With the arrival of June comes the start of the Atlantic Hurricane season and, in 2020, the USA’s National Oceanic and Atmospheric Administration (NOAA) will be using new satellite data to inform its forecasting.
The Constellation Observing System for Meteorology, Ionosphere and Climate (COSMIC-2) is a new fleet of six small satellites launched last June. The COSMIC-2 system relies on analysis of GPS signals to deduce atmospheric data, using a technique called radio occultation.
GPS satellites constantly transmit signals down to receivers on Earth, but those signals get distorted along the way because the density of Earth’s atmosphere changes with height. COSMIC-2 satellites can detect and measure any small bends in those signals before they are cut off by Earth’s horizon.
The three-minute period before the radio signal is cut off is known as radio occultation, and that data is what gives scientists near real-time information about Earth’s atmosphere including conditions such as: temperature, pressure, density of water vapor. As a bonus, COSMIC-2 also improves space weather monitoring by providing unprecedented coverage of the low-latitude ionosphere.
Since May 26, the constellation has been feeding more than 4,000 vertical sets of measurements of atmospheric temperature and humidity in the tropics and subtropics daily into NOAA’s forecast models.
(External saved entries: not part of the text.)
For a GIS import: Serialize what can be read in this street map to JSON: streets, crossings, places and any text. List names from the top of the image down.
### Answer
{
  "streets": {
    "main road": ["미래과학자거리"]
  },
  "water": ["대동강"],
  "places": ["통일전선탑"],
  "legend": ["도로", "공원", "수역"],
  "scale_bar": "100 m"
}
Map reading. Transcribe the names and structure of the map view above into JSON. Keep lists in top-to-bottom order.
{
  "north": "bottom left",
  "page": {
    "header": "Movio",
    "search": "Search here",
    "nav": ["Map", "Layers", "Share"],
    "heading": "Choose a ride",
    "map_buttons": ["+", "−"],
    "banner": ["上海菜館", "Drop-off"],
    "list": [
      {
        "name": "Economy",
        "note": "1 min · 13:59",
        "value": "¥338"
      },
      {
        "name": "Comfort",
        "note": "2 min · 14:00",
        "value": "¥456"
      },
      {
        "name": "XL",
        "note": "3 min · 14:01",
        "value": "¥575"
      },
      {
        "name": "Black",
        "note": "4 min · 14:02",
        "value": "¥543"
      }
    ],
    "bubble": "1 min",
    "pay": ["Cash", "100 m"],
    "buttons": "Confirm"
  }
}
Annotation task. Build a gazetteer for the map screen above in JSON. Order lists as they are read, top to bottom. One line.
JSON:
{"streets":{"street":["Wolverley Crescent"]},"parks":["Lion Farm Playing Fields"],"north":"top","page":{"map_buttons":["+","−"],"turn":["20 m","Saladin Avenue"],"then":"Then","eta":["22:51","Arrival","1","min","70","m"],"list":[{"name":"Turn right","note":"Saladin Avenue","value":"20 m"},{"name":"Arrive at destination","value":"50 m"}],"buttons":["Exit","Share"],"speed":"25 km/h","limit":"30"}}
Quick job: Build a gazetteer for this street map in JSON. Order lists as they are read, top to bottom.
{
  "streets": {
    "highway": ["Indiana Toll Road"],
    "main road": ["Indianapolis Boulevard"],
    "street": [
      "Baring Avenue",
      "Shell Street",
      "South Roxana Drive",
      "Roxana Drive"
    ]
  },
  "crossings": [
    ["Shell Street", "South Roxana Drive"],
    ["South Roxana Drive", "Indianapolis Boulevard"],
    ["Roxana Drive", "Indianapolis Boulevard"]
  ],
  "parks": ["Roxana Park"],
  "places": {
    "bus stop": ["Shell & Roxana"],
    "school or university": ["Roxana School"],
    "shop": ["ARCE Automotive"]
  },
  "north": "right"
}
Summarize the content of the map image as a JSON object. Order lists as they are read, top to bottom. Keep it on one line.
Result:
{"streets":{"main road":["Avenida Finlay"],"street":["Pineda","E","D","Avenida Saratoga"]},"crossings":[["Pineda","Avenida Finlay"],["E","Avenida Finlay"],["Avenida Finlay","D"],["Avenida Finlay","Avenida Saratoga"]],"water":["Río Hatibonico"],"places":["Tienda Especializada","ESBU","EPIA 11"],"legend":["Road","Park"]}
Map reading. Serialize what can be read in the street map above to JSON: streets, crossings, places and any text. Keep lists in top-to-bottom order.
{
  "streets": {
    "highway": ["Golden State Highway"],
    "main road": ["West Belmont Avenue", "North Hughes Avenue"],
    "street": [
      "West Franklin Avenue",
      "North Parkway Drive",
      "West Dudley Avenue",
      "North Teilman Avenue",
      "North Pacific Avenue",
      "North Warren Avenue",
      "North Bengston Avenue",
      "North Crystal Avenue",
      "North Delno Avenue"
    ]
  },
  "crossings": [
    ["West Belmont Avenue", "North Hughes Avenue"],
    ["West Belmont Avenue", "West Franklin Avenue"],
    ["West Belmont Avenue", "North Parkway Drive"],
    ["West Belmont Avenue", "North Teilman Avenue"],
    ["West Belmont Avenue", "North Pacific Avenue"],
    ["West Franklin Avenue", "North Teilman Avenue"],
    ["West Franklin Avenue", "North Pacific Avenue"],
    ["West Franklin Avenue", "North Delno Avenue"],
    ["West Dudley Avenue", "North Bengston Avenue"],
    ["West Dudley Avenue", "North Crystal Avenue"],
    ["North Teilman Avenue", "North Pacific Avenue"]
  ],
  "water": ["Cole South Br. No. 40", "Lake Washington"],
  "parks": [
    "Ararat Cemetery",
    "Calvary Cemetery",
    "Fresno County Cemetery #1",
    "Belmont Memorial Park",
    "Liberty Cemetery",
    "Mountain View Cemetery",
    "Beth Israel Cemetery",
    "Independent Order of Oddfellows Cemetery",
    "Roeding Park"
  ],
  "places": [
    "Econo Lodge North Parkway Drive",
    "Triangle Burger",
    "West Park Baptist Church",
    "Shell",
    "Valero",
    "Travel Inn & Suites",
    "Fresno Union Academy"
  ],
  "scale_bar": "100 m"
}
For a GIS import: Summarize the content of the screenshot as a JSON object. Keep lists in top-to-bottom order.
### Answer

Measuring the moisture in and around tropical cyclones is important because it is a key ingredient for their development and intensification.
Louis Uccellini, director at NOAA’s National Weather Service, said this data will help with the prediction of tropical storms: “High-resolution wind vector data along with moisture measurements will give us more and better information about the conditions that strengthen or weaken these storms.”
NOAA will use COSMIC-2 data, combined with information from its advanced Joint Polar Satellite System, the European Metop spacecraft and the significantly improved high-resolution wind data from NOAA’s next-generation geostationary satellites, GOES-16 and GOES-17; and Japan’s Himawari-8 satellites in its hurricane forecast models.
Additionally, NOAA is currently involved in a Commercial Weather Data Pilot effort, where it purchases space-based, radio occultation data — similar to that which COSMIC-2 provides — from private-sector companies to assess the data’s quality and its potential value to NOAA’s weather forecasts and warnings. This commercial-sector radio occultation data could in future augment the data NOAA obtains from COSMIC-2.